If you could apply them and if the problem recurs, report the content
of stripe_cache_active several times before and after changing it,
just like you did last time, that might help throw some light on the
situation.

Thanks,
NeilBrown

Status: ok

Fix a plug/unplug race in raid5

When a device is unplugged, requests are moved from one or two
(depending on whether a bitmap is in use) queues to the main
request queue.

So whenever requests are put on either of those queues, we should make
sure the raid5 array is 'plugged'.
However we don't.  We currently plug the raid5 queue just before
putting requests on queues, so there is room for a race.  If something
unplugs the queue at just the wrong time, requests will be left on
the queue and nothing will want to unplug them.
Normally something else will plug and unplug the queue fairly
soon, but there is a risk that nothing will.

Signed-off-by: Neil Brown <neilb@xxxxxxx>

### Diffstat output
 ./drivers/md/raid5.c |   18 ++++++------------
 1 file changed, 6 insertions(+), 12 deletions(-)

diff ./drivers/md/raid5.c~current~ ./drivers/md/raid5.c
--- ./drivers/md/raid5.c~current~	2006-05-23 12:27:58.000000000 +1000
+++ ./drivers/md/raid5.c	2006-05-23 12:28:26.000000000 +1000
@@ -77,12 +77,14 @@ static void __release_stripe(raid5_conf_
 		if (atomic_read(&conf->active_stripes)==0)
 			BUG();
 		if (test_bit(STRIPE_HANDLE, &sh->state)) {
-			if (test_bit(STRIPE_DELAYED, &sh->state))
+			if (test_bit(STRIPE_DELAYED, &sh->state)) {
 				list_add_tail(&sh->lru, &conf->delayed_list);
-			else if (test_bit(STRIPE_BIT_DELAY, &sh->state) &&
-				 conf->seq_write == sh->bm_seq)
+				blk_plug_device(conf->mddev->queue);
+			} else if (test_bit(STRIPE_BIT_DELAY, &sh->state) &&
+				   conf->seq_write == sh->bm_seq) {
 				list_add_tail(&sh->lru, &conf->bitmap_list);
-			else {
+				blk_plug_device(conf->mddev->queue);
+			} else {
 				clear_bit(STRIPE_BIT_DELAY, &sh->state);
 				list_add_tail(&sh->lru, &conf->handle_list);
 			}
@@ -1519,13 +1521,6 @@ static int raid5_issue_flush(request_que
 	return ret;
 }
 
-static inline void raid5_plug_device(raid5_conf_t *conf)
-{
-	spin_lock_irq(&conf->device_lock);
-	blk_plug_device(conf->mddev->queue);
-	spin_unlock_irq(&conf->device_lock);
-}
-
 static int make_request (request_queue_t *q, struct bio * bi)
 {
 	mddev_t *mddev = q->queuedata;
@@ -1577,7 +1572,6 @@ static int make_request (request_queue_t
 				goto retry;
 			}
 			finish_wait(&conf->wait_for_overlap, &w);
-			raid5_plug_device(conf);
 			handle_stripe(sh);
 			release_stripe(sh);
 
Status: ok

Fix some small races in bitmap plugging in raid5.

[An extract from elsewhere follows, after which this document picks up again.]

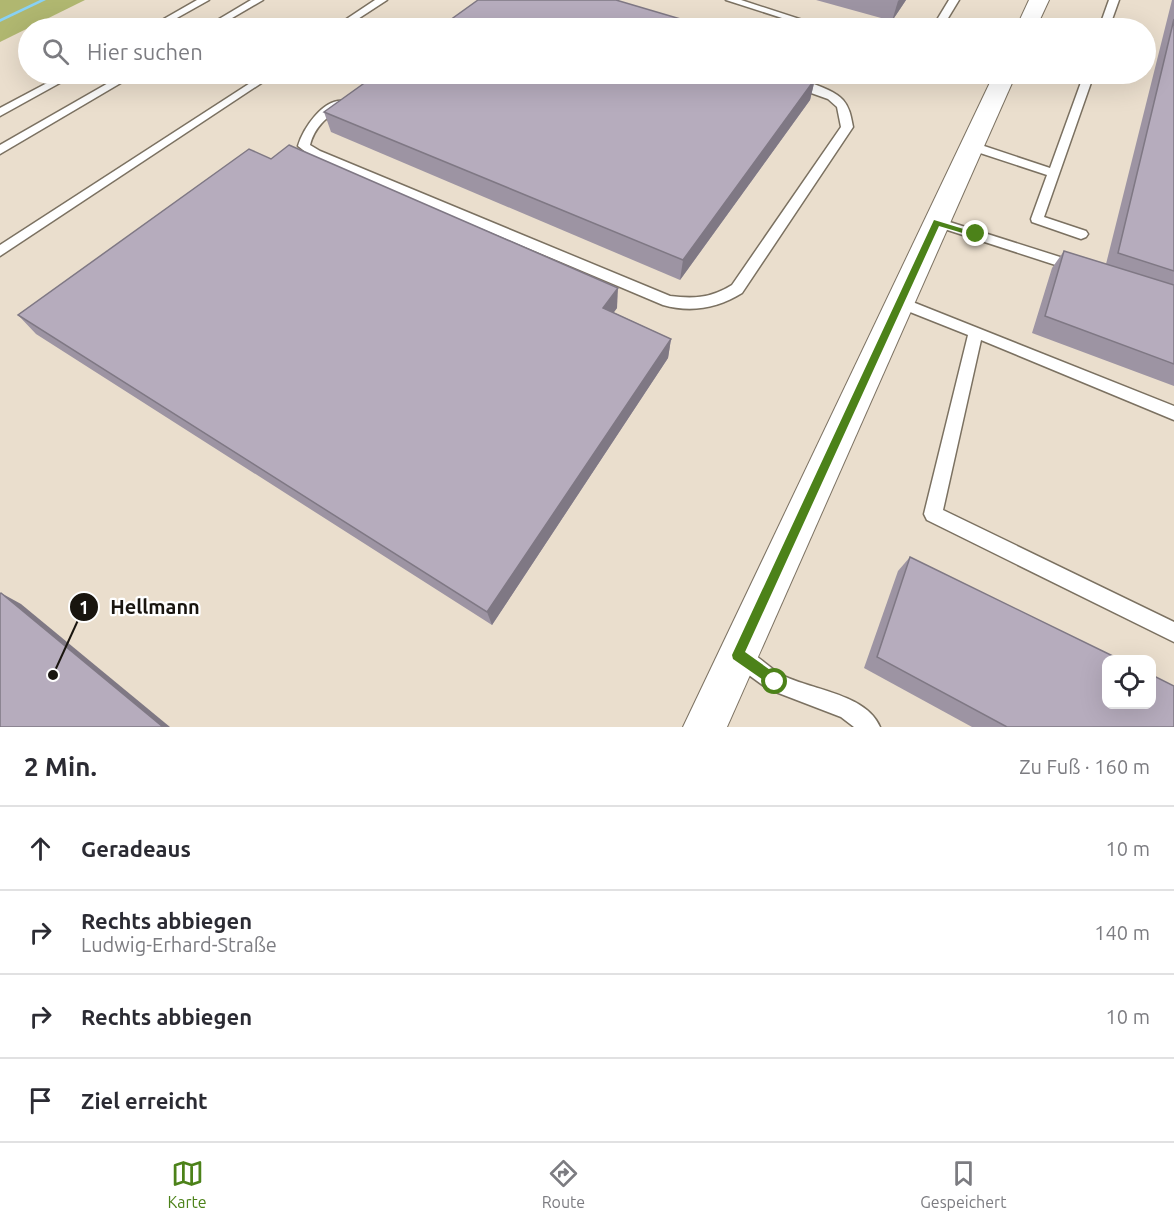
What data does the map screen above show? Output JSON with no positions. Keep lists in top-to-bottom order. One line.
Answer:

The comment gives more details, but I didn't quite have the
sequencing write, so there was room for races to leave bits
unset in the on-disk bitmap for short periods of time.

Signed-off-by: Neil Brown <neilb@xxxxxxx>

### Diffstat output
 ./drivers/md/raid5.c |   30 +++++++++++++++++++++++++++---
 1 file changed, 27 insertions(+), 3 deletions(-)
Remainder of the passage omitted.